Потому демоническое проявляется ясно только тогда, когда его касается добро которое, таким образом, приближается к его границе извне. По этой причине достойно внимания, что завете демоническое впервые появляется только тогда, когда к нему приближается Христос; пусть имя этому демону — легион (см. Матф., 8. 27, 34; Марк, 5. 1-20; Лука, 8. 26 — 39), или же он нем (см. Лука, 11. 14), само явление тут одно и то же — это страх перед добром; ибо страх с одинаковым успехом может, выражаться как в немоте, так и в крике. Добро означает, естественно, восстановление свободы, спасения, искупления, как бы их ни называли.

В старые времена о демоническом речь заходила довольно часто. Здесь не важно, занимается ли, занимается ли человек штудиями, которые могли бы помочь ему заучивать наизусть и цитировать ученые и любопытные книги. Легко набросать разнообразные замечания, которые вполне могут быть справедливыми и вполне могут соответствовать действительности время от времени. Это будет иметь определенное значение, поскольку различие таких замечаний может привести к определению самого этого понятия.

Демоническое можно рассматривать как эстетически-метафизическое. Само явление подпадает под рубрику несчастья, судьбы и тому подобного, а потому его можно рассматривать по аналогии с тем, как человек может от рождения быть слабоумным и так далее. В этом случае к этому явлению стоят в отношении сочувствия. Между тем, подобно тому как желание — это самое жалкое из всех сольных искусств, сочувствие, во всяком случае, в том смысле, в каком это слово обычно употребляется, есть самое жалкое из общественных умений и искусств. Сочувствие, далекое от того, чтобы послужить добру страждущего, скорее способствует удовлетворению собственного эгоизма. Человек просто не осмеливается в более глубоком смысле задуматься о чем-то подобном и потому спасается через сочувствие.

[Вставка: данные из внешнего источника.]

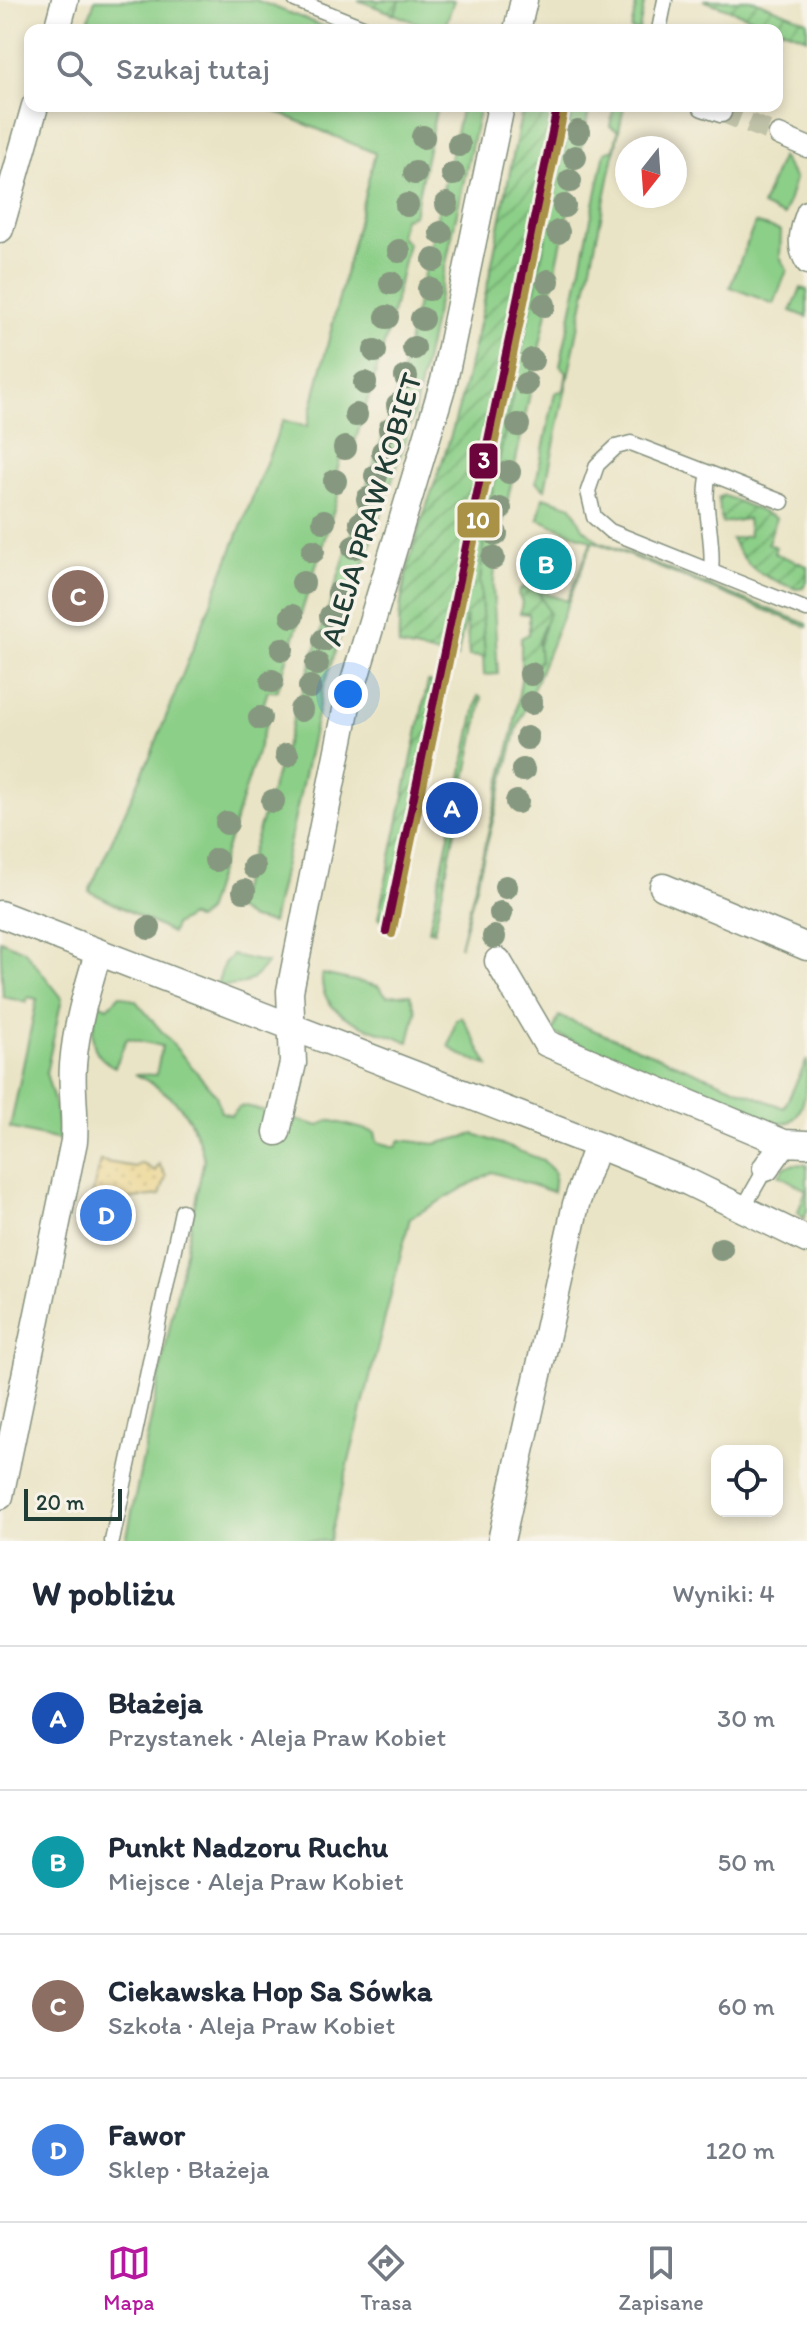 <!DOCTYPE html>
<html lang="pl">
<head>
<meta charset="utf-8">
<style>
	body { margin:0; font-family:Itim,sans-serif; background:#f6f6f7; color:#1f2937 }
	.controls { position:absolute; right:24px; bottom:24px; display:grid; overflow:hidden; border-radius:16px; box-shadow:0 4px 12px #0003 }
	.controls button { width:72px; height:72px; display:grid; place-items:center; padding:0; border:0; border-bottom:2px solid #e0e1e3; background:#fff; color:#1f2937; font:40px sans-serif }
	.compass { position:absolute; left:615px; top:136px; width:72px; height:72px; border-radius:50%; background:#fff; box-shadow:0 4px 12px #0003; rotate:197deg }
	.scale { position:absolute; left:24px; bottom:20px; width:98px; box-sizing:border-box; padding-left:8px; border:4px solid #1f3d34; border-top:0; font-size:22px; line-height:28px; white-space:nowrap; color:#1f3d34; -webkit-text-stroke:6px #f7f3e8; paint-order:stroke }
	.you { position:absolute; left:348px; top:694px; width:28px; height:28px; margin:-20px; border:6px solid #fff; border-radius:50%; background:#1a73e8; box-shadow:0 0 0 12px #1a73e833 }
	.badge { display:grid; place-items:center; width:52px; height:52px; border-radius:50%; background:#b5179e; color:#fff; font-size:26px; font-weight:700 }
	.pin { position:absolute; translate:-50% -50%; border:4px solid #fff; box-shadow:0 2px 8px #0006 }
	.list { margin:0; padding:0; list-style:none }
	h2 { display:flex; justify-content:space-between; align-items:center; height:104px; margin:0; padding:0 32px; font-size:34px }
	h2 small { font-size:26px; font-weight:400; color:#747a83 }
	.list li { display:grid; grid-template-columns:52px 1fr auto; gap:24px; align-items:center; box-sizing:border-box; height:144px; padding:0 32px; border-top:2px solid #e0e1e3 }
	.list b { display:block; font-size:30px; white-space:nowrap }
	.list p { margin:0; font-size:26px; white-space:nowrap; color:#747a83 }
	.list em { font-size:26px; font-style:normal; color:#747a83 }
	.icon { flex:none; width:44px; height:44px; fill:none; stroke:currentColor; stroke-width:2; stroke-linecap:round; stroke-linejoin:round }
	.map { position:relative; flex:none; width:807px; height:1541px; overflow:hidden }
	.search { position:absolute; background:#fff; box-shadow:0 4px 12px #0003; left:24px; right:24px; top:24px; height:88px; display:flex; align-items:center; gap:20px; box-sizing:border-box; padding:0 28px; border-radius:16px; color:#747a83; font-size:30px }
	.sheet { height:680px; background:#fff }
	nav { display:flex; justify-content:space-around; align-items:center; box-sizing:border-box; height:112px; border-top:2px solid #e0e1e3; background:#fff; font-size:22px; color:#747a83 }
	nav a { display:grid; justify-items:center; gap:4px }
	nav .on { color:#b5179e }
	.map>svg:first-child { display:block }
	.grass { fill:#8ccf88; stroke:#56865e; stroke-width:2 }
	.sand { fill:url(#sand-dots); stroke:#868c69; stroke-width:2 }
	.garden { fill:url(#garden-furrows); stroke:#56865e; stroke-width:2 }
	.lines { fill:none; stroke-linecap:round; stroke-linejoin:round }
	.pedestrian-tunnel { stroke:#c1c3a9; stroke-width:20; stroke-dasharray:20 10; stroke-linecap:butt }
	.service-casing { stroke:#84907d; stroke-width:17 }
	.pedestrian-casing { stroke:#84907d; stroke-width:23 }
	.minor-casing { stroke:#84907d; stroke-width:29 }
	.service { stroke:#fff; stroke-width:14 }
	.pedestrian { stroke:#fff; stroke-width:20 }
	.minor { stroke:#fff; stroke-width:26 }
	.tram-1-casing { stroke:#f7f3e8; stroke-width:14 }
	.tram-2-casing { stroke:#f7f3e8; stroke-width:14 }
	.tram-1 { stroke:#a99246; stroke-width:8 }
	.tram-2 { stroke:#6d053d; stroke-width:8 }
	.tree { fill:#86987f }
	.labels { text-anchor:middle; dominant-baseline:central; stroke-width:7; stroke-linejoin:round; paint-order:stroke }
	.street-label { font-size:30px; fill:#1f3d34; stroke:#f7f3e8 }
	.line-badge { stroke:#f7f3e8; stroke-width:3 }
	.badge-label { font-size:22px; text-anchor:middle; font-weight:bold; fill:#fff }
</style>
</head>
<body>
<div class="map">
<svg width="807" height="1541" viewBox="0 0 807 1541">
	<defs>
		<pattern id="sand-dots" width="8" height="8" patternUnits="userSpaceOnUse" patternTransform="scale(2)"><rect width="8" height="8" fill="#eeda9e"/><path d="M2 2h.1M6 6h.1" fill="none" stroke="#ccbc89" stroke-width="1.8" stroke-linecap="round"/></pattern>
		<pattern id="garden-furrows" width="10" height="10" patternUnits="userSpaceOnUse" patternTransform="scale(2)"><rect width="10" height="10" fill="#8ccf88"/><path d="M-1 1l2-2M0 10L10 0M9 11l2-2" fill="none" stroke="#72a970"/></pattern>
	</defs>
	<rect width="100%" height="100%" fill="#f7f3e8"/>
	<filter id="ink" filterUnits="userSpaceOnUse"><feTurbulence type="fractalNoise" baseFrequency=".0125" numOctaves="2"/><feDisplacementMap in="SourceGraphic" scale="16" xChannelSelector="R" yChannelSelector="G"/><feConvolveMatrix kernelMatrix="1 2 1 2 8 2 1 2 1" color-interpolation-filters="sRGB"/></filter>
	<filter id="wash" filterUnits="userSpaceOnUse"><feTurbulence type="fractalNoise" baseFrequency=".006" numOctaves="4" result="noise"/><feDisplacementMap in="SourceGraphic" scale="32" xChannelSelector="R" yChannelSelector="G"/><feGaussianBlur stdDeviation="1.8" result="paint"/><feColorMatrix in="noise" values="0 0 0 0 0 0 0 0 0 0 0 0 0 0 0 0 0 1.4 0 .05"/><feComposite in="paint" operator="in"/></filter>
	<g filter="url(#wash)">
		<rect width="100%" height="100%" fill="#eae4c6"/>
		<path class="grass" d="M95,0h161l77,30h-248z
			M400,0h54l-10,30h-10l-40,-16z
			M637,0h8l-6,30h-8z
			M262,106h175l-23,109 -10,3 -4,18 8,7 -19,85 -38,128h-10l-5,19 7,5 -66,211h-9l-6,18 7,6 -63,197 -9,8 -7,-4 -15,9 -3,8 -83,-42 63,-139 131,-332 24,7 68,-274z
			M462,106h18l-67,311 -90,271 -51,235 -21,-4 -17,-11 165,-524z
			M573,106h17l-93,445 -4,37 5,86 -14,1 -4,-94 5,-55z
			M614,106h10l-79,383 -9,-7 19,-89 9,-3 3,-18 -7,-6 45,-214 9,-3 4,-18 -8,-5z
			M781,157l14,22 -11,37 -22,-10z
			M755,223l26,8 -1,26 7,13 -13,34 -44,-17z
			M801,288l6,2v27l-16,-6z
			M543,497l29,9 11,22 16,14 208,82v3l-214,-86 -76,188 -57,218 54,-220 7,-47 6,-3c8,-25 30,-62 11,-86l29,10 25,-60 -54,-22z
			M0,940l24,10 38,48 -16,75 10,35 3,32 -49,-12 27,-129 -9,-2 -2,5 -23,-5z
			M232,955l35,8c-13,19 -26,25 -50,22l7,-22z
			M322,974l56,12 9,10 23,-2 6,18 -7,30c-34,-13 -91,-22 -87,-68z
			M120,995l16,6 80,94 5,17 10,3 8,-8 7,-1 73,20 10,-6 46,12 2,10 19,5 4,-7 35,4 40,-10 68,26 12,13 -2,19 -61,-20 -82,46 -81,323h-203l78,-382c-11,-45 -28,-64 -69,-85l21,1 6,-29 -35,-8 -12,29c-30,-14 -23,-37 -17,-64l10,4z
			M559,1016l225,92 23,-48c0,23 0,66 -30,64l-225,-91z
			M462,1017l27,49 -30,-12 -10,-8 7,-27z
			M795,1164l12,1v45l-3,9 -6,-7 8,-22 -27,-15 6,-8z"/>
		<path class="sand" d="M100,1161l35,6 6,-4 14,8 4,-7 7,12 -6,19 -35,4 -33,-3z"/>
		<path class="garden" d="M358,0h42l-6,14z
			M703,0h51l53,21v17z
			M523,106h50l-88,420 -5,55 5,76 -16,-1 -3,-39 -9,41 -58,-12c-4,-74 34,-149 54,-218 30,-105 48,-215 70,-322z
			M723,495l53,23 -8,25 8,4 -2,6 33,13v15l-4,7 -7,1c-35,-14 -46,-16 -65,-50l18,-3 -2,-17 -25,4 -4,-24z
			M522,587l16,4 11,22 -11,28 2,20 -19,19v-42l8,-4v-20l-9,-1 2,-11 -4,-8z
			M428,682l13,3 -51,235 -12,-2z
			M478,696l4,1 -3,19 -45,215 -5,-1z"/>
	</g>
	<g filter="url(#ink)">
		<g class="lines">
			<path class="pedestrian-tunnel" d="M721,112l58,23"/>
			<defs>
				<path id="service" d="M295,0l75,30
					M659,30l6,-30
					M709,473l73,29
					M711,572c4,-34 -10,-66 -2,-99l-78,-30 -15,4 -19,18 -9,26 6,26 16,14 197,79
					M742,1210l24,-42
					M112,1541l70,-330"/>
				<path id="pedestrian" d="M703,106l18,6
					M779,135l28,12
					M807,211c-7,18 -12,36 0,53"/>
				<path id="minor" d="M57,30l8,-30
					M517,30l7,-30
					M0,229l35,-123
					M663,887l144,60
					M0,914l597,231 91,37 119,58
					M498,961l48,82 238,100
					M277,1132l16,-69 -3,-72 57,-286 97,-324 57,-275
					M766,1168l18,-25 22,1
					M0,1496l74,-355c2,-26 -3,-51 -1,-76 3,-39 14,-75 25,-112
					M501,1541l75,-337 21,-59"/>
			</defs>
			<use href="#service" class="service-casing"/>
			<use href="#pedestrian" class="pedestrian-casing"/>
			<use href="#minor" class="minor-casing"/>
			<use href="#service" class="service"/>
			<use href="#pedestrian" class="pedestrian"/>
			<use href="#minor" class="minor"/>
			<defs>
				<path id="tram-1" d="M392,934l173,-828"/>
				<path id="tram-2" d="M386,931l171,-823"/>
			</defs>
			<use href="#tram-1" class="tram-1-casing"/>
			<use href="#tram-2" class="tram-2-casing"/>
			<use href="#tram-1" class="tram-1"/>
			<use href="#tram-2" class="tram-2"/>
		</g>
		<g class="tree">
			<circle cx="578" cy="132" r="12"/>
			<circle cx="423" cy="137" r="12"/>
			<circle cx="459" cy="145" r="12"/>
			<circle cx="575" cy="157" r="12"/>
			<circle cx="415" cy="173" r="12"/>
			<circle cx="453" cy="174" r="12"/>
			<circle cx="570" cy="181" r="12"/>
			<circle cx="447" cy="204" r="12"/>
			<circle cx="407" cy="205" r="12"/>
			<circle cx="564" cy="206" r="12"/>
			<circle cx="558" cy="232" r="12"/>
			<circle cx="441" cy="233" r="12"/>
			<circle cx="399" cy="251" r="12"/>
			<circle cx="434" cy="260" r="12"/>
			<circle cx="548" cy="281" r="12"/>
			<circle cx="391" cy="283" r="12"/>
			<circle cx="429" cy="289" r="12"/>
			<circle cx="544" cy="305" r="12"/>
			<circle cx="387" cy="317" r="12"/>
			<circle cx="422" cy="319" r="12"/>
			<circle cx="414" cy="348" r="12"/>
			<circle cx="375" cy="351" r="12"/>
			<circle cx="532" cy="360" r="12"/>
			<circle cx="406" cy="377" r="12"/>
			<circle cx="365" cy="383" r="12"/>
			<circle cx="526" cy="384" r="12"/>
			<circle cx="398" cy="405" r="12"/>
			<circle cx="356" cy="415" r="12"/>
			<circle cx="518" cy="425" r="12"/>
			<circle cx="390" cy="429" r="12"/>
			<circle cx="345" cy="448" r="12"/>
			<circle cx="383" cy="452" r="12"/>
			<circle cx="509" cy="472" r="12"/>
			<circle cx="376" cy="476" r="12"/>
			<circle cx="335" cy="481" r="12"/>
			<circle cx="368" cy="499" r="12"/>
			<circle cx="500" cy="509" r="12"/>
			<circle cx="324" cy="521" r="12"/>
			<circle cx="361" cy="523" r="12"/>
			<circle cx="496" cy="534" r="12"/>
			<circle cx="354" cy="547" r="12"/>
			<circle cx="313" cy="551" r="12"/>
			<circle cx="493" cy="558" r="12"/>
			<circle cx="303" cy="583" r="12"/>
			<circle cx="339" cy="593" r="12"/>
			<circle cx="292" cy="616" r="12"/>
			<circle cx="331" cy="616" r="12"/>
			<circle cx="324" cy="640" r="12"/>
			<circle cx="282" cy="649" r="12"/>
			<circle cx="317" cy="664" r="12"/>
			<circle cx="531" cy="674" r="12"/>
			<circle cx="272" cy="681" r="12"/>
			<circle cx="310" cy="687" r="12"/>
			<circle cx="531" cy="703" r="12"/>
			<circle cx="301" cy="710" r="12"/>
			<circle cx="260" cy="718" r="12"/>
			<circle cx="527" cy="738" r="12"/>
			<circle cx="287" cy="755" r="12"/>
			<circle cx="523" cy="770" r="12"/>
			<circle cx="273" cy="801" r="12"/>
			<circle cx="517" cy="802" r="12"/>
			<circle cx="227" cy="823" r="12"/>
			<circle cx="216" cy="860" r="12"/>
			<circle cx="254" cy="867" r="12"/>
			<circle cx="506" cy="887" r="12"/>
			<circle cx="244" cy="891" r="12"/>
			<circle cx="501" cy="913" r="12"/>
			<circle cx="149" cy="928" r="12"/>
			<circle cx="494" cy="937" r="12"/>
			<circle cx="721" cy="1249" r="12"/>
		</g>
	</g>
	<g class="labels">
		<g class="street-label">
			<text transform="translate(371 509) rotate(-73)">ALEJA PRAW KOBIET</text>
		</g>
	</g>
	<g class="line-badge">
		<rect x="468" y="442" width="31" height="38" rx="8" fill="#6d053d"/>
		<rect x="456" y="501" width="45" height="38" rx="8" fill="#a99246"/>
	</g>
	<g class="badge-label">
		<text x="484" y="468">3</text>
		<text x="478" y="528">10</text>
	</g>
</svg>
<div class="controls">
<button><svg class="icon" aria-label="locate" viewBox="0 0 24 24"><circle cx="12" cy="12" r="6"/><path d="M12 2v4M12 18v4M2 12h4M18 12h4"/></svg></button>
</div>
<svg class="compass" viewBox="-18 -18 36 36"><path d="M0-13l5 13h-10z" fill="#e53935"/><path d="M0 13l5-13h-10z" fill="#747a83"/></svg>
<div class="scale">20 m</div>
<div class="you"></div>
<div class="pin badge" style="left:452px;top:808px;background:#1a4fb4">A</div>
<div class="pin badge" style="left:546px;top:564px;background:#0f9aa8">B</div>
<div class="pin badge" style="left:78px;top:596px;background:#8d6e63">C</div>
<div class="pin badge" style="left:106px;top:1215px;background:#3f7fe0">D</div>
<div class="search"><svg class="icon" aria-label="search" viewBox="0 0 24 24"><circle cx="10" cy="10" r="6"/><path d="M15 15l6 6"/></svg>Szukaj tutaj</div>
</div>
<section class="sheet">
<h2>W pobliżu<small>Wyniki: 4</small></h2>
<ul class="list">
<li><span class="badge" style="background:#1a4fb4">A</span><div><b>Błażeja</b><p>Przystanek · Aleja Praw Kobiet</p></div><em>30 m</em></li>
<li><span class="badge" style="background:#0f9aa8">B</span><div><b>Punkt Nadzoru Ruchu</b><p>Miejsce · Aleja Praw Kobiet</p></div><em>50 m</em></li>
<li><span class="badge" style="background:#8d6e63">C</span><div><b>Ciekawska Hop Sa Sówka</b><p>Szkoła · Aleja Praw Kobiet</p></div><em>60 m</em></li>
<li><span class="badge" style="background:#3f7fe0">D</span><div><b>Fawor</b><p>Sklep · Błażeja</p></div><em>120 m</em></li>
</ul>
</section>
<nav>
<a class="on"><svg class="icon" aria-label="map" viewBox="0 0 24 24"><path d="M3 6l6-2 6 2 6-2v14l-6 2-6-2-6 2zM9 4v14M15 6v14"/></svg>Mapa</a>
<a><svg class="icon" aria-label="directions" viewBox="0 0 24 24"><path d="M12 3l9 9-9 9-9-9zM9 14v-3h6M13 9l2 2-2 2"/></svg>Trasa</a>
<a><svg class="icon" aria-label="saved" viewBox="0 0 24 24"><path d="M7 4h10v16l-5-4-5 4z"/></svg>Zapisane</a>
</nav>
</body>
</html>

Только если сочувствующий в своем сочувствии относится к страждущему таким образом, что он в самом строгом смысле слова постигает, что речь идет тут о его собственном деле, только если он умеет так соединить себя со страждущим, что в своей борьбе за объяснение он борется за себя самого, отрекаясь от всякой бездумности, слабости и трусости, только в этом случае его сочувствие обретает значимость и только в этом случае он, возможно, найдет в нем смысл, поскольку сочувствующий отличается от страждущего тем, что он страдает в более высоком смысле. Если сочувствие относится к демоническому таким образом, вопрос будет стоять не о паре утешительных слов, не о внесении своей небольшой лепты или пожатии плечами; ведь раз некто стонет, ему есть о чем стонать.

Коль скоро демоническое — это судьба, она может приключиться с каждым. Этого нельзя отрицать, даже если в наше трусливое время люди делают все возможное, чтобы посредством развлечений и янычарской музыки шумных мероприятий удерживать на расстоянии одинокие мысли, — точно так же как в американских лесах держат на расстоянии диких зверей посредством факелов, криков и ударов в литавры. Именно поэтому люди в наши дни так мало могут узнать о высочайших духовных искушениях (Anfaegtelser), — но тем больше узнают обо всех этих пустяшных конфликтах между людьми или между мужчиной и женщиной — конфликтах, которые несет с собой сверхутонченная жизнь высшего света и салонов. Если истинно человеческое сочувствие воспринимает страдание как надежное поручительство и прибежище, значит, нужно прежде всего выяснить, в какой степени речь идет о судьбе и в какой — о вине. И такое различение должно быть проведено с заботливой, но также и с энергичной страстью свободу, так, чтобы человек мог решиться держаться за это, пусть даже весь мир рухнет, пусть даже ему покажется, что своей неколебимостью он нанесет непоправимый вред.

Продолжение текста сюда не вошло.